Крайнов и Проворов, конечно, не знали, что еще 12 ноября в Орше состоялось совещание штаба группы армий «Центр». Начальник генерального штаба сухопутных сил вермахта генерал-полковник Франц Гальдер, собрав в своем поезде начальников штабов армий группы армий «Митте», объявил приказ фюрера; немедленно начать решающее наступление на Москву, бросив в бой все резервы.
Гитлер считал, что с Советским Союзом покончено. Двенадцатого ноября, торжествуя победу, он заявил: «Для нашей партии большое облегчение, что миф о рае для рабочих на Востоке ныне развеян».
Подавляя робкие протесты и сомнения некоторых начальников штабов, Гальдер, только что прибывший из Ставки фюрера в «Волчьем логове», изложил план Гитлера: сосредоточив танковые дивизии Гудериана, Гота и Гепнера на флангах, взять столицу Советов в кольцо, отрезав ее от спешивших на выручку Москве сибирских и дальневосточных дивизий. И 15 ноября войска группы армий «Центр», подчиняясь воле фюрера, ринулись в решающее наступление по плану операции «Тайфун».
«Еще одно последнее усилие, — бодро уверял Гитлер генерал-полковника Альфреда Йодля и других своих ближайших помощников, — и мы отпразднуем победу!»

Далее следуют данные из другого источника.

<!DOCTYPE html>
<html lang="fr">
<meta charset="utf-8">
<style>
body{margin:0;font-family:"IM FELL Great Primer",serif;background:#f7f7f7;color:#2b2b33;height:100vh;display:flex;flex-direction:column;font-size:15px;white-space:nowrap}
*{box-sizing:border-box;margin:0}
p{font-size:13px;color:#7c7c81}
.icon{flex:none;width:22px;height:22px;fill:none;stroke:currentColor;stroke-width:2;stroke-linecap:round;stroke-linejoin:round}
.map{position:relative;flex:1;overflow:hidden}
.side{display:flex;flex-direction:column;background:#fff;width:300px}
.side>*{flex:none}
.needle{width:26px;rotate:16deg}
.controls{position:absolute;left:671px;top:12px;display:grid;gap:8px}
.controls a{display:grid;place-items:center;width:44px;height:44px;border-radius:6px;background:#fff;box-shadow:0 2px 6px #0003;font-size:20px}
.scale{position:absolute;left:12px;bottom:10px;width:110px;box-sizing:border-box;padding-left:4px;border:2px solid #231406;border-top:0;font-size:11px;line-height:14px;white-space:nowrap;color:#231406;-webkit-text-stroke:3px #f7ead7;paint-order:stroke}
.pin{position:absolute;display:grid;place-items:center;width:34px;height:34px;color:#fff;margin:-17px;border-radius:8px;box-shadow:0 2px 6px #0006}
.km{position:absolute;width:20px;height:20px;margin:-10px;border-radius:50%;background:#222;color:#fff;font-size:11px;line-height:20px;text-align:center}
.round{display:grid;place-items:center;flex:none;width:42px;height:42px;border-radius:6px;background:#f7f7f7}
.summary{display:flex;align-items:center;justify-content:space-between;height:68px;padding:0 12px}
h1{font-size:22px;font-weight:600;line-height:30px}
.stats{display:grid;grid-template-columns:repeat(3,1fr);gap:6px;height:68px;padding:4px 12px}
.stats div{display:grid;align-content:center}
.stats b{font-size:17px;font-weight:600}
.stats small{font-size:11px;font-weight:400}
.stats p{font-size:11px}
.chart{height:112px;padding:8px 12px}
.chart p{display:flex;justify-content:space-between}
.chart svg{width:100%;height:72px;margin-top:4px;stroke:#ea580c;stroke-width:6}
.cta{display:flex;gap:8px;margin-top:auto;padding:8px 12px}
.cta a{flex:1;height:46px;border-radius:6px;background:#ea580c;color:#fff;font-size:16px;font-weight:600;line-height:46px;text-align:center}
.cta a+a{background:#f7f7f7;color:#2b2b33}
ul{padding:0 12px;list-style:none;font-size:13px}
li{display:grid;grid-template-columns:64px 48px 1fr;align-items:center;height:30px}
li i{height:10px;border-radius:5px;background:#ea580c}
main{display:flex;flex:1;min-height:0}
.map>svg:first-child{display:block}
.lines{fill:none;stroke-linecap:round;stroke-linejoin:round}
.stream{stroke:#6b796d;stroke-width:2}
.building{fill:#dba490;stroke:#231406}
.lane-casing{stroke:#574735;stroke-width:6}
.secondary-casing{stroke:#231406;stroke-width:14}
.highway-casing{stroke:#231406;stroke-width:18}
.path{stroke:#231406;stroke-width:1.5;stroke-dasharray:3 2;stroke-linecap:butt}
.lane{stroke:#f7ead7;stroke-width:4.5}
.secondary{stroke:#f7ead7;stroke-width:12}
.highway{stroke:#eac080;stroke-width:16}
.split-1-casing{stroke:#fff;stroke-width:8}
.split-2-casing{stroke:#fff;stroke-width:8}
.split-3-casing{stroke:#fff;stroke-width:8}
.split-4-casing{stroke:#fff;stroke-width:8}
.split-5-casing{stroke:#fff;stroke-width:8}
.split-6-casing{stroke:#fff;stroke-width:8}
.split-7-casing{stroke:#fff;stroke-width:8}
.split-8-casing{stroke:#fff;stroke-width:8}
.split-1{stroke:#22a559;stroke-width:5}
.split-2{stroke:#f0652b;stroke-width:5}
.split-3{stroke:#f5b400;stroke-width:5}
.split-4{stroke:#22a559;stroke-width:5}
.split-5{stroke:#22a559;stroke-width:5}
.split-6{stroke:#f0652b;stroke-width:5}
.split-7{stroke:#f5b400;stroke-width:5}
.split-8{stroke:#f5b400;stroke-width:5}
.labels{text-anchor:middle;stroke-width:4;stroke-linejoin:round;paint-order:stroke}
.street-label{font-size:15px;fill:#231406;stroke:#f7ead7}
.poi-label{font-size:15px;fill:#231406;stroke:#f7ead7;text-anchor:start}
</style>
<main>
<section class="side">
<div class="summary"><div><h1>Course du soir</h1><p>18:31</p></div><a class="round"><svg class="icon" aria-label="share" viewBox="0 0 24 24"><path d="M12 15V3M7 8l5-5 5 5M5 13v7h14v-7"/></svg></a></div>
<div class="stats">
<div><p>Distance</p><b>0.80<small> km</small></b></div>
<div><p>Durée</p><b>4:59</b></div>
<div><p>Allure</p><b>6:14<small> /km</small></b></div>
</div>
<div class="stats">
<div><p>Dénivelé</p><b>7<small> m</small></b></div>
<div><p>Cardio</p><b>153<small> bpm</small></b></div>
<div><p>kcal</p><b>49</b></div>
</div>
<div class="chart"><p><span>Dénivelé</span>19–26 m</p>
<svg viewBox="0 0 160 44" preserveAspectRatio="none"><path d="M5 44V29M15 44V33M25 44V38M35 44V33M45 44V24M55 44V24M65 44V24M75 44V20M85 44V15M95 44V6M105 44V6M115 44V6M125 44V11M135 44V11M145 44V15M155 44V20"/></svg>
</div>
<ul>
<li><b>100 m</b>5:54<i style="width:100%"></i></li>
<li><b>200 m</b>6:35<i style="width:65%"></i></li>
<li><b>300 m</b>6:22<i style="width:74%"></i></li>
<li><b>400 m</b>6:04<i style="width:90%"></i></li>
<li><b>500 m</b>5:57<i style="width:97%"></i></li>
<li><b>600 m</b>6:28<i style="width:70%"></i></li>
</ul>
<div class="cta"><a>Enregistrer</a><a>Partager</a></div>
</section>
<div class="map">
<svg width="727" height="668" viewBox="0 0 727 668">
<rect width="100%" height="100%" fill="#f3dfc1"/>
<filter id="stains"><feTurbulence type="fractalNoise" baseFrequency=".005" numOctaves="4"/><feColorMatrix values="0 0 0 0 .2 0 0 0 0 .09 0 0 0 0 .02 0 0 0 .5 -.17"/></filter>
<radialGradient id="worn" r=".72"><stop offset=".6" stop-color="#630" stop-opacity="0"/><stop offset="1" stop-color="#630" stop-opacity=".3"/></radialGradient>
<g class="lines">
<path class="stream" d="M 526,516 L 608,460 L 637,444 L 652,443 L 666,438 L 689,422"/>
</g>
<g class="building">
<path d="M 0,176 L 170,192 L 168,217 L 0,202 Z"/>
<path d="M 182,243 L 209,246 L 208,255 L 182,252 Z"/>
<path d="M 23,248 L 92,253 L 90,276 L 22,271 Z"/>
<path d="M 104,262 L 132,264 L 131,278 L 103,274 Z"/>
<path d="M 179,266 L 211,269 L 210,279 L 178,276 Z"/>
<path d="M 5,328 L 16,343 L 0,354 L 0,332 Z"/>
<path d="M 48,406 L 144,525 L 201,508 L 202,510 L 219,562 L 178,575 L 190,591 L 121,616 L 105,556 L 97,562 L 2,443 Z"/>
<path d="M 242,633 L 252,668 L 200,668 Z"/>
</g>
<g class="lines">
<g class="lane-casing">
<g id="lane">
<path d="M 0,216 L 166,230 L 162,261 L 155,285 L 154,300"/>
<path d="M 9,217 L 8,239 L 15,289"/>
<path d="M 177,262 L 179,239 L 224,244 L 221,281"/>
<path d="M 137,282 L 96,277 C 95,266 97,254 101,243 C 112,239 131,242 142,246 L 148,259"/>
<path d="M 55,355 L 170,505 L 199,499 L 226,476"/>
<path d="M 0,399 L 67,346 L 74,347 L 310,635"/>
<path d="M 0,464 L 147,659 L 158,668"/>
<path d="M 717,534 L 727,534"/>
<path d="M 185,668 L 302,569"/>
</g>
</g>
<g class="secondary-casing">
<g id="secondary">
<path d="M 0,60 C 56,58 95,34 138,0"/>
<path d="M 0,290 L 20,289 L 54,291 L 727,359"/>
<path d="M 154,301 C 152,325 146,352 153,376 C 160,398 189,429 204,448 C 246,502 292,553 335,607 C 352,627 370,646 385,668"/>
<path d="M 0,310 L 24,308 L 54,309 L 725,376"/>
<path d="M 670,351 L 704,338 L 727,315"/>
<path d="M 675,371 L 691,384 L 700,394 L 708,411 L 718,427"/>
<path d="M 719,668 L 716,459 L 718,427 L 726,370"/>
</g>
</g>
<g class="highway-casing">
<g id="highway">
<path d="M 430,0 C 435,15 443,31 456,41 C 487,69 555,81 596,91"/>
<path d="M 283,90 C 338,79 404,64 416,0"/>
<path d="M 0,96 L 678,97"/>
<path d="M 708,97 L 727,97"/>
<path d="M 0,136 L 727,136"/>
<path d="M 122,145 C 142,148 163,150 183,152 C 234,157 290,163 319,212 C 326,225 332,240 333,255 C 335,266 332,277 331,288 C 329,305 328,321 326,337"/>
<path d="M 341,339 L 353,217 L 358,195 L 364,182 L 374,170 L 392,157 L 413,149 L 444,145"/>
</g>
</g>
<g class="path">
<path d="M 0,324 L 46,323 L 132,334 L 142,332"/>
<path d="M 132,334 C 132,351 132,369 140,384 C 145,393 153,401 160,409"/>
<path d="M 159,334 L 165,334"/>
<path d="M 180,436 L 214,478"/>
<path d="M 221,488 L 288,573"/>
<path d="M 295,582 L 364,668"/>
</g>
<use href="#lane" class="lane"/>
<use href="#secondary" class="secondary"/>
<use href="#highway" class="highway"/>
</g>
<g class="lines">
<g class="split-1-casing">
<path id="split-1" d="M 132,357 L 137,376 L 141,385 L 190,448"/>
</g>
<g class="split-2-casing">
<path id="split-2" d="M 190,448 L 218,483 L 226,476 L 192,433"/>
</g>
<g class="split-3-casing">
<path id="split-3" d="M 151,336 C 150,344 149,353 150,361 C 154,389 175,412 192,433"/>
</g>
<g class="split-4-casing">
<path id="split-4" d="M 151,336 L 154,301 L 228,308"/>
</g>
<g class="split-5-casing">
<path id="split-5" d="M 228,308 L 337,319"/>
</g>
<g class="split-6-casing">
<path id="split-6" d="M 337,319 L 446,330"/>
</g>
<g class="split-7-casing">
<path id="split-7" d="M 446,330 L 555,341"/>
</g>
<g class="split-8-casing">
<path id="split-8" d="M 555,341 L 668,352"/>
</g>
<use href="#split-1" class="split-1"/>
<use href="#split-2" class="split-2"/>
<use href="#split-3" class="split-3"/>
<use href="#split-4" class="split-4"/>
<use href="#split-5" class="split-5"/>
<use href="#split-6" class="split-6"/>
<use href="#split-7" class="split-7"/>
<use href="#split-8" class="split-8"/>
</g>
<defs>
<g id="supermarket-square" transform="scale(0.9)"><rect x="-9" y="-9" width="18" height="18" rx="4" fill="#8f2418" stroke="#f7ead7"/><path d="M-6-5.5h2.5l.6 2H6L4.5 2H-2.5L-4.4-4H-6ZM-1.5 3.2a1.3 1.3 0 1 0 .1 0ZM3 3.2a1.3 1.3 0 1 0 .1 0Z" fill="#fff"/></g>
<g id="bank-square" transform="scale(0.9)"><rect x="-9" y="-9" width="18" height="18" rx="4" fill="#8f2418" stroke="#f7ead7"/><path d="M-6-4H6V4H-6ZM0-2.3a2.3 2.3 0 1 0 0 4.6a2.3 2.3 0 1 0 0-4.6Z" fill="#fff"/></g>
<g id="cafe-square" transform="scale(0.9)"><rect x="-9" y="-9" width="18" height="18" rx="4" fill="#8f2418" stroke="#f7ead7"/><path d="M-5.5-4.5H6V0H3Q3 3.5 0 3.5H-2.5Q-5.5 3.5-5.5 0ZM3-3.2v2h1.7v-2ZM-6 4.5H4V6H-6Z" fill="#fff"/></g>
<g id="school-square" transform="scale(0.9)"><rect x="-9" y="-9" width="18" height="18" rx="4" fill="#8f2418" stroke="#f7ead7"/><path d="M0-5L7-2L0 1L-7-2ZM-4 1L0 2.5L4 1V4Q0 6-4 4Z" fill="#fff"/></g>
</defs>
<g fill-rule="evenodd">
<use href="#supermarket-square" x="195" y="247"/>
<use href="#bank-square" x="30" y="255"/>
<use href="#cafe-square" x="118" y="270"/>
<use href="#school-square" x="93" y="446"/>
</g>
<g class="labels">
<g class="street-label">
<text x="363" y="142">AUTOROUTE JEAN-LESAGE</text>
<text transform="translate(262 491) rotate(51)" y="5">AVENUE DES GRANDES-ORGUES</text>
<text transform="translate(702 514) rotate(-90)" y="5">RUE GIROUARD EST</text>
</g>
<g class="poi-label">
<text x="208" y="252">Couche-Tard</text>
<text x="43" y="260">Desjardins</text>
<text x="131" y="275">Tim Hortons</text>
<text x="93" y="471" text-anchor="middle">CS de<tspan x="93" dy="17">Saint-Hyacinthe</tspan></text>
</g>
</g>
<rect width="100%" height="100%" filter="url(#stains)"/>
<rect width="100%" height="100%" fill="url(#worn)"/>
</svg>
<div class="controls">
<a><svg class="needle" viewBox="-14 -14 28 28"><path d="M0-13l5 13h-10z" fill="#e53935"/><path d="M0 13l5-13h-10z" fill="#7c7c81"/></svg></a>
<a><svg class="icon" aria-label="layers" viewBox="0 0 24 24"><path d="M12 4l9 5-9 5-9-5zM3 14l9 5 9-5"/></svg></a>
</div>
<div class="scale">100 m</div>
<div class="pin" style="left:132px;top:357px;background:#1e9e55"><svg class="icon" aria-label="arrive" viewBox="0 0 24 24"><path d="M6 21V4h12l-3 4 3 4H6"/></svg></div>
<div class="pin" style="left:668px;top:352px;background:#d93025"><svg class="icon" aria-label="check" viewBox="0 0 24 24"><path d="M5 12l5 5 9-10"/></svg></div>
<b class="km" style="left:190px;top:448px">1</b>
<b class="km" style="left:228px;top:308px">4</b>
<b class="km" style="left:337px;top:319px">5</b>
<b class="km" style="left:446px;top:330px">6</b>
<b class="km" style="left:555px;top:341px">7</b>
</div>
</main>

Вот они — дороги в зареве тревоги,
На гранатной ручке не дрожит рука.
Приходилось туго гитлеровским слугам
От его стального острого штыка.
Как только прояснилось небо, налетели пикировщики-юнкерсы. С воем сирен пикировали они на автоколонны и конные обозы, забившие Можайское шоссе. Они снижались так, что были ясно видны не только черные кресты в желтых обводах на крыльях и косые свастики на хвостах, но и головы летчиков в плексигласовом фонаре.
Немцы бомбили так долго и упорно, что разведчикам пришлось вернуться в Малые Вяземы и заночевать там.
Деревня как деревня, поболее двухсот домов в нескольких сотнях метров от села Большие Вяземы. Вокруг — густое разнолесье.
Ноябрьские сумерки окутали деревню плотной тьмой. Вражеские самолеты улетели, но ни в одной избе не теплился огонек — здесь свято соблюдали светомаскировку.
— Как называется эта деревня? — сонным голосом переспросила, укладываясь спать в незнакомом доме, Зоя Космодемьянская.
— Малые Вяземы, — зевая, ответила Клава.
…Через десятки лет узнает Клавдия Милорадова, что на доме, в котором заночевали разведчики, появится мемориальная доска, а перед Большевяземской школой установят бюст Зои.
На стене тикали ходики. Считанные часы оставались у разведчиков на Большой земле. В ту последнюю ночь перед переходом линии фронта Зоя, Клава, Вера спали безмятежным сном.
Крайнов и Проворов спали плохо. Мешало волнение: им обязательно надо было выйти в район Вереи в строго определенный день…
Ранним утром, наскоро позавтракав, снова поехали на запад, на этот раз проселочными дорогами. Было пасмурно, дул сильный ветер, нещадно сек лица снег, и все сели или легли в кузове, опустили подшлемники и уши меховых шапок.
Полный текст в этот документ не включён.